• **EXERCISE DESCRIPTION**
Calculate how many lines of the data hold "style". The answer consists of that number only.

** Opening DATA SHOWN block **

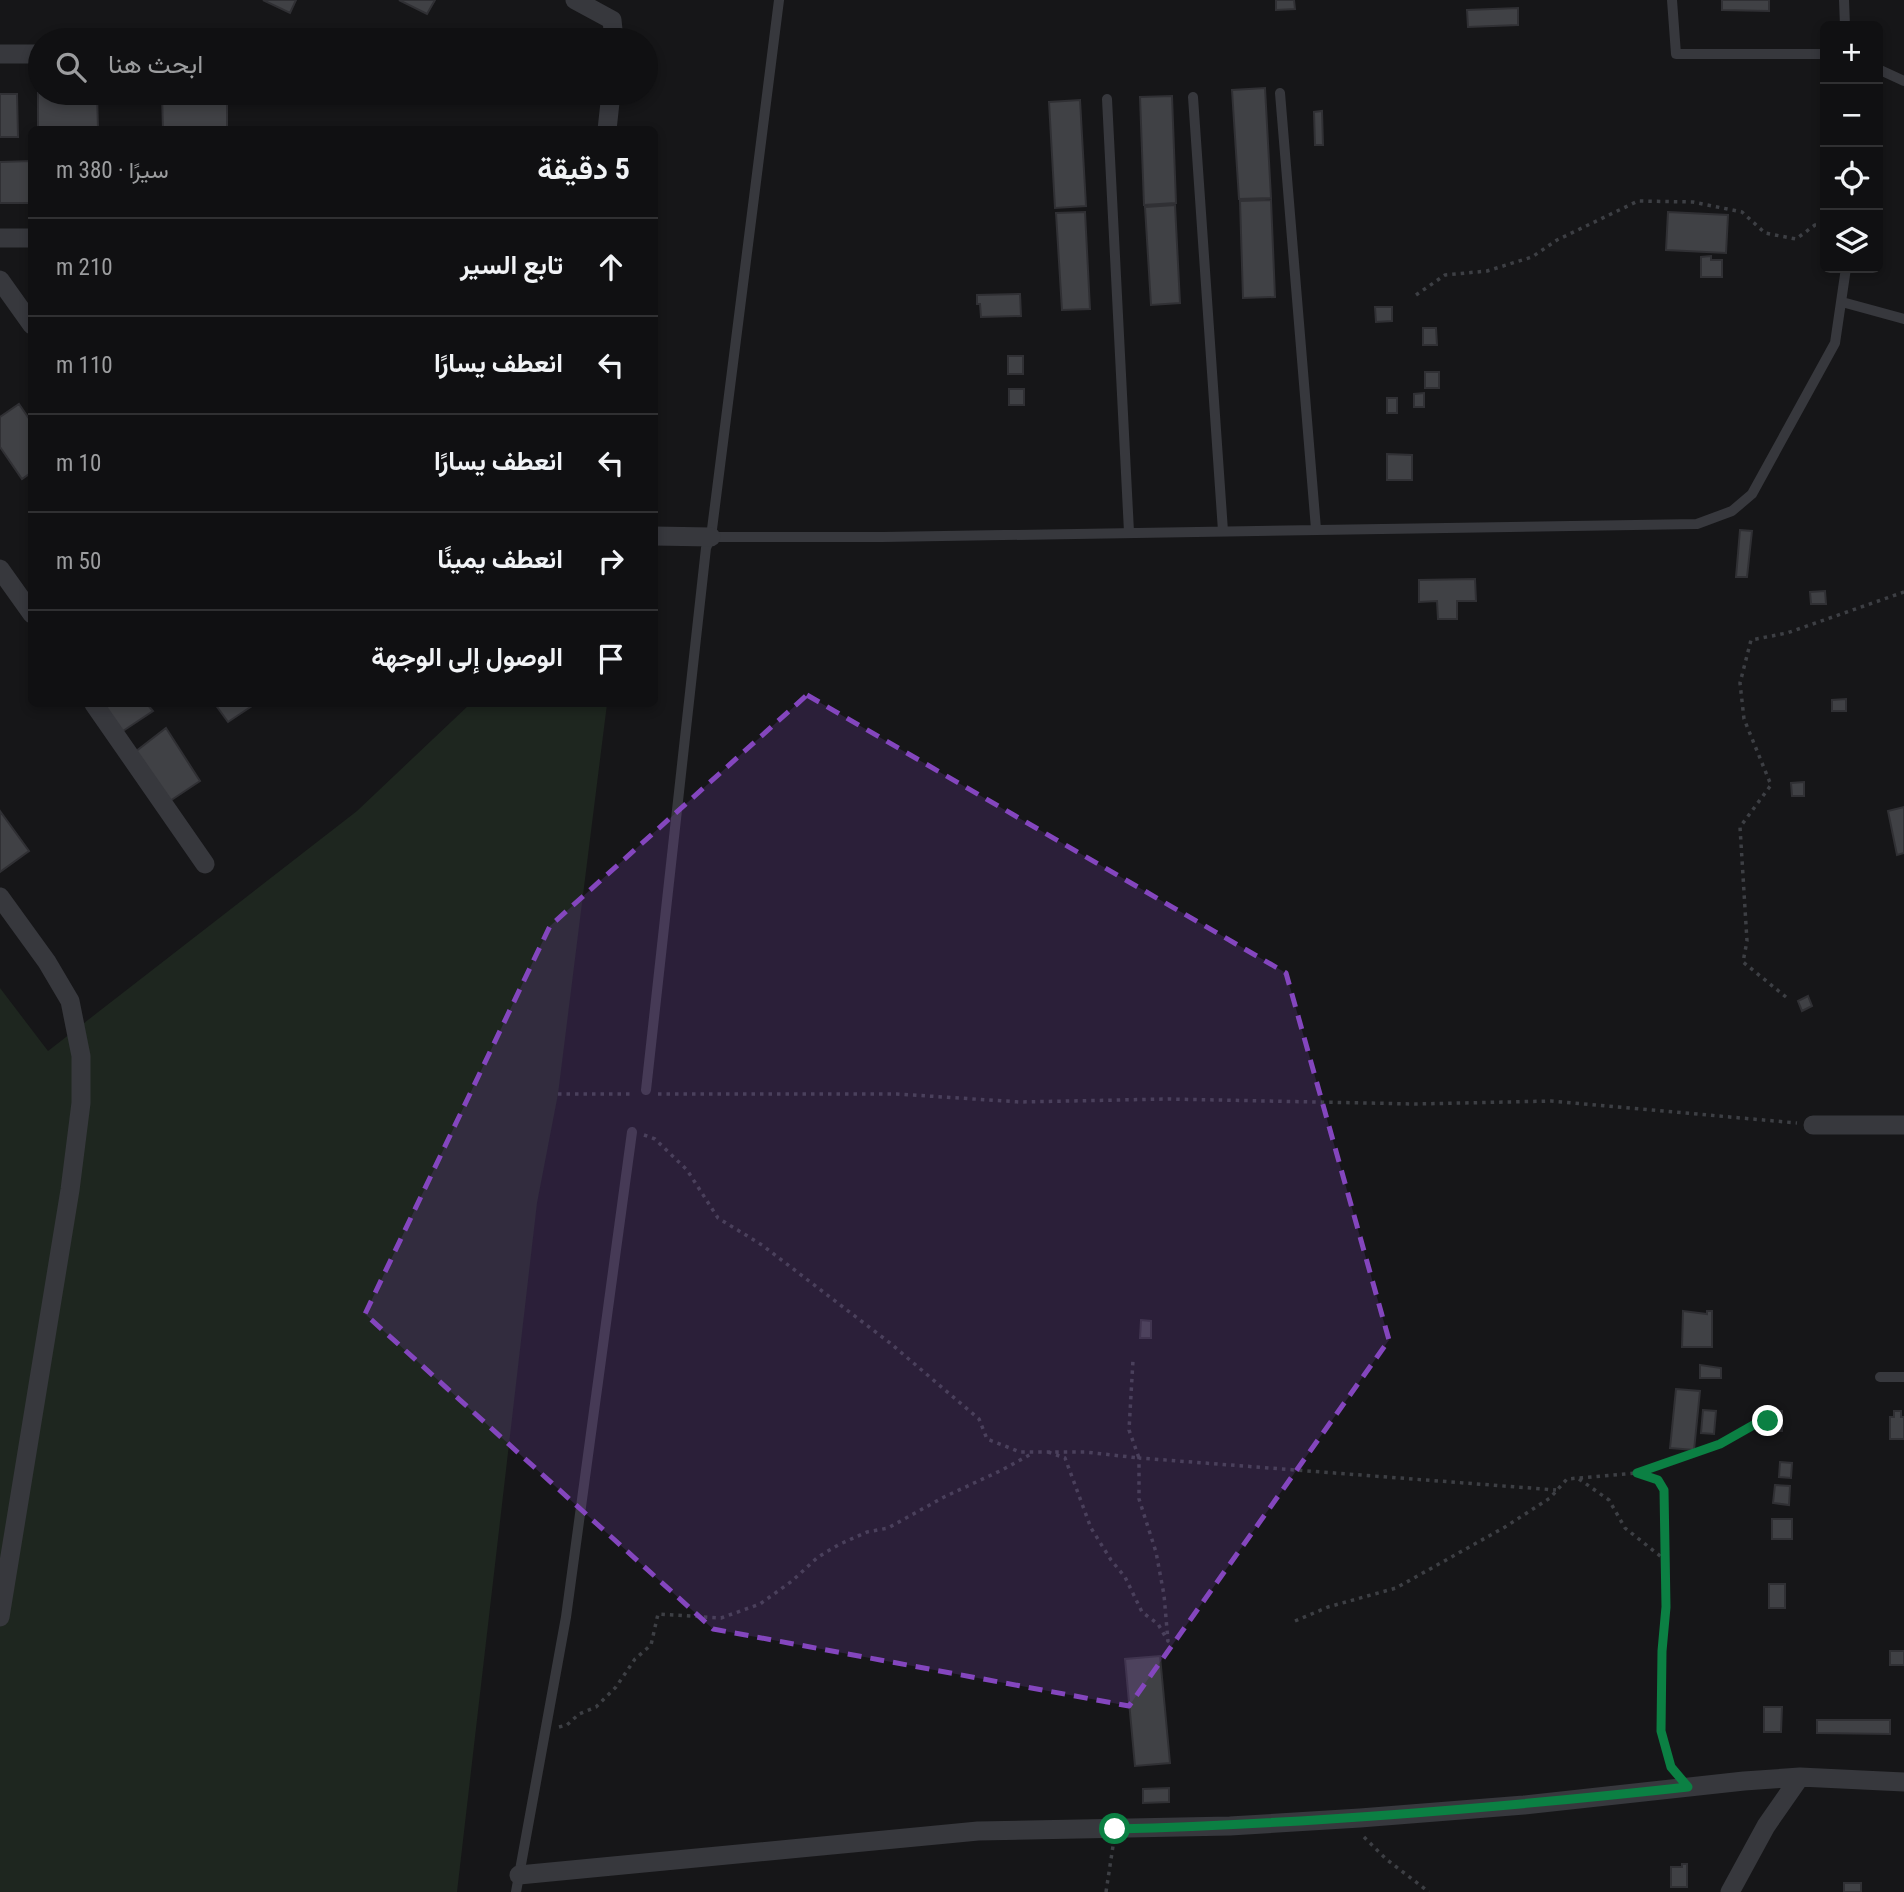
<!DOCTYPE html>
<html lang="ar">
<meta charset="utf-8">
<style>
:root{--surface:#101012;--page:#19191b;--text:#f1f3f6;--muted:#9c9d9f;--line:#303032}
body{margin:0;font-family:"Roboto Condensed",Vazirmatn,sans-serif;background:var(--page);color:var(--text);direction:rtl}
.controls{position:absolute;right:21px;top:21px;display:grid;overflow:hidden;border-radius:10px;box-shadow:0 4px 10px #0003}
.controls button{width:63px;height:63px;display:grid;place-items:center;padding:0;border:0;border-bottom:2px solid var(--line);background:var(--surface);color:var(--text);font:35px sans-serif}
.stop{position:absolute;width:21px;height:21px;margin:-16px;border:5px solid #0b8043;border-radius:50%;background:#fff}
.stop.end{background:#0b8043;border-color:#fff;box-shadow:0 2px 7px #0008}
.list{margin:0;padding:0;list-style:none}
h2{display:flex;justify-content:space-between;align-items:center;height:91px;margin:0;padding:0 28px;font-size:30px}
h2 small{font-size:23px;font-weight:400;color:var(--muted)}
.list li{display:grid;grid-template-columns:46px 1fr auto;gap:21px;align-items:center;box-sizing:border-box;height:98px;padding:0 28px;border-top:2px solid var(--line)}
.list b{display:block;font-size:26px;white-space:nowrap}
.list em{font-size:23px;font-style:normal;color:var(--muted)}
.icon{flex:none;width:38px;height:38px;fill:none;stroke:currentColor;stroke-width:2;stroke-linecap:round;stroke-linejoin:round}
.map{position:relative;flex:none;width:1904px;height:1892px;overflow:hidden;direction:ltr}
.search{position:absolute;background:var(--surface);box-shadow:0 4px 10px #0003;left:28px;top:28px;width:630px;height:77px;display:flex;align-items:center;gap:18px;box-sizing:border-box;padding:0 24px;border-radius:38px;color:var(--muted);font-size:26px}
.panel{position:absolute;background:var(--surface);box-shadow:0 4px 10px #0003;left:28px;top:126px;width:630px;height:581px;border-radius:10px;direction:rtl}
.map>svg:first-child{display:block}
.green{fill:#1e261f}
.building{fill:#404145;stroke:#303034;stroke-width:2}
.lines{fill:none;stroke-linecap:round;stroke-linejoin:round}
.path{stroke:#3d3f44;stroke-width:3.5;stroke-dasharray:3.5 5;stroke-linecap:butt}
.lane{stroke:#37383d;stroke-width:10}
.street{stroke:#37383d;stroke-width:19}
.route{stroke:#0b8043;stroke-width:9}
.marked{fill:#8446be;fill-opacity:0.2;stroke:#8446be;stroke-width:5;stroke-dasharray:14 9;stroke-linejoin:round}
</style>
<div class="map">
<svg width="1904" height="1892" viewBox="0 0 1904 1892">
<rect width="100%" height="100%" fill="#161618"/>
<!-- green -->
<path class="green" d="M470,704H607L558,1094L537,1203L457,1892H0V988L48,1051L357,811Z"/>
<!-- building -->
<path class="building" d="M263,0H296L290,13Z
M399,0H435L427,14Z
M1276,0H1294L1295,9L1276,10Z
M1722,0H1769V11L1722,10Z
M1518,8V25L1468,27L1467,10Z
M1265,88L1271,198L1239,199L1232,90Z
M38,93H97L98,130H38Z
M227,93V130H163L162,94Z
M0,94H17L18,137H0Z
M1172,96L1176,203L1144,205L1140,97Z
M1080,100L1086,206L1055,208L1049,102Z
M1322,111L1323,145H1315L1314,112Z
M32,161V203H0V162Z
M1271,200L1275,297L1243,298L1240,201Z
M1175,205L1180,303L1151,305L1145,207Z
M1085,212L1090,309L1062,310L1056,213Z
M1668,212L1728,215L1726,253L1666,250Z
M1711,256V260H1722V277H1701V257Z
M1020,294L1021,316L981,317L980,304H977V295Z
M1375,307H1392V321L1376,322Z
M1423,328H1436L1437,345H1423Z
M1008,356H1023V374H1008Z
M1425,372H1439V388H1425Z
M1009,389H1024V405H1009Z
M1424,393V407H1414V394Z
M1387,398H1397V413H1387Z
M19,404L32,423V472L22,479L0,447V417Z
M1387,454L1412,455V480H1387Z
M1740,530L1752,531L1747,577H1736Z
M1475,579L1476,601H1457V619H1438L1437,601L1419,602V580Z
M1825,591L1826,604H1811L1810,592Z
M1846,699V711H1832V700Z
M99,704H147L153,711L120,733Z
M215,704H255L228,722Z
M166,728L200,781L170,801L135,752Z
M1804,782V796H1792L1791,783Z
M1904,807V853L1897,855L1888,811Z
M0,811L29,851L0,872Z
M1808,996L1812,1006L1802,1011L1798,1001Z
M1683,1311L1707,1314V1311H1712V1347H1682Z
M1141,1320L1151,1321V1338H1140Z
M1700,1365L1721,1368V1378H1700Z
M1676,1389L1700,1391L1694,1450L1670,1448Z
M1703,1410L1716,1411L1714,1434L1701,1433Z
M1776,1411H1782V1431H1776Z
M1894,1411H1901V1417H1904V1439H1890V1417H1894Z
M1780,1462L1792,1463L1791,1478L1779,1477Z
M1775,1485L1790,1486L1789,1505L1773,1503Z
M1772,1519H1792V1539H1772Z
M1769,1584H1785V1608H1769Z
M1890,1651H1904V1665H1890Z
M1160,1656L1170,1763L1135,1766L1125,1659Z
M1764,1707H1782L1781,1732H1764Z
M1817,1720H1890V1734L1817,1733Z
M1169,1788V1802L1143,1803V1789Z
M1682,1864H1687V1887H1671V1867H1682Z
M1844,1883H1861V1892H1844Z"/>
<g class="lines">
<!-- path -->
<path class="path" d="M1416,295L1445,275L1487,271L1532,257L1557,240L1638,201L1693,202L1742,212L1765,233L1796,239L1815,225H1825
M1786,997L1743,962L1747,941L1740,827L1771,785L1744,719L1740,683L1751,640L1787,633L1904,592
M558,1094H633
M658,1094H897L1020,1102L1168,1099L1415,1104L1551,1101L1797,1123
M644,1135L655,1139L687,1170L718,1218L762,1245L890,1343L979,1419L987,1439L1020,1452H1085L1139,1458L1129,1430L1133,1360
M1048,1452L1065,1458L1091,1528L1111,1560L1125,1577L1142,1612L1158,1624L1168,1641L1164,1595L1156,1552L1139,1499V1458L1556,1490
M1639,1473L1659,1480L1664,1490V1558
M1579,1479L1609,1500L1625,1528L1664,1559C1665,1575 1667,1592 1666,1608C1664,1652 1650,1732 1673,1769
M1295,1621L1328,1607L1396,1588L1505,1527L1550,1498L1567,1479L1637,1473L1720,1444L1757,1423L1768,1421
M559,1727L567,1725L579,1714L596,1707L616,1687L635,1659L651,1645L658,1614L721,1618L760,1604L792,1581L818,1557L840,1544L867,1532L888,1528L944,1497L1002,1470L1033,1453
M1364,1837L1386,1859L1429,1892
M1106,1892L1113,1846"/>
<!-- lane -->
<path class="lane" d="M1672,0L1676,54H1825
M1844,0L1845,26
M1878,69L1904,81
M1280,93L1316,529
M1193,97L1223,531
M1107,99L1129,532
M1842,302L1904,319
M711,537H883L1697,524L1732,511L1752,494L1835,343L1846,268
M646,1090L706,548L711,537L779,0
M1880,1377H1904
M516,1892L566,1617L632,1132"/>
<!-- street -->
<path class="street" d="M575,0L612,20L614,40
M0,54H40
M607,130L611,93
M0,238H32
M0,280L32,325
M654,536L711,537
M0,569L32,614
M94,704L205,864
M0,897L47,962L70,1001L81,1056V1103L70,1190L0,1617
M1813,1125H1904
M519,1875L978,1831L1230,1826L1360,1818L1524,1805L1744,1781L1800,1777L1904,1782
M1730,1892L1766,1826L1800,1777"/>
</g>
<g class="lines">
<!-- route -->
<path class="route" d="M1115,1829C1307,1824 1497,1808 1688,1787L1671,1767L1661,1731L1662,1651L1666,1607L1664,1490L1658,1480L1637,1473L1720,1444L1757,1423L1768,1421"/>
</g>
<!-- marked area -->
<path class="marked" d="M807,695L1286,973L1389,1340L1129,1706L713,1629L365,1314L550,926Z"/>
</svg>
<div class="controls">
<button>+</button>
<button>−</button>
<button><svg class="icon" aria-label="locate" viewBox="0 0 24 24"><circle cx="12" cy="12" r="6"/><path d="M12 2v4M12 18v4M2 12h4M18 12h4"/></svg></button>
<button><svg class="icon" aria-label="layers" viewBox="0 0 24 24"><path d="M12 4l9 5-9 5-9-5zM3 14l9 5 9-5"/></svg></button>
</div>
<div class="stop" style="left:1115px;top:1829px"></div>
<div class="stop end" style="left:1768px;top:1421px"></div>
<div class="search"><svg class="icon" aria-label="search" viewBox="0 0 24 24"><circle cx="10" cy="10" r="6"/><path d="M15 15l6 6"/></svg>ابحث هنا</div>
<section class="panel">
<h2>5 دقيقة<small>سيرًا · 380 m</small></h2>
<ul class="list">
<li><svg class="icon" aria-label="ahead" viewBox="0 0 24 24"><path d="M12 20V5M6 11l6-6 6 6"/></svg><div><b>تابع السير</b></div><em>210 m</em></li>
<li><svg class="icon" aria-label="left" viewBox="0 0 24 24"><path d="M17 20v-9H6M10 6l-5 5 5 5"/></svg><div><b>انعطف يسارًا</b></div><em>110 m</em></li>
<li><svg class="icon" aria-label="left" viewBox="0 0 24 24"><path d="M17 20v-9H6M10 6l-5 5 5 5"/></svg><div><b>انعطف يسارًا</b></div><em>10 m</em></li>
<li><svg class="icon" aria-label="right" viewBox="0 0 24 24"><path d="M7 20v-9h11M14 6l5 5-5 5"/></svg><div><b>انعطف يمينًا</b></div><em>50 m</em></li>
<li><svg class="icon" aria-label="arrive" viewBox="0 0 24 24"><path d="M6 21V4h12l-3 4 3 4H6"/></svg><div><b>الوصول إلى الوجهة</b></div></li>
</ul>
</section>
</div>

** Closing DATA SHOWN block **

• **RESPONSE**
6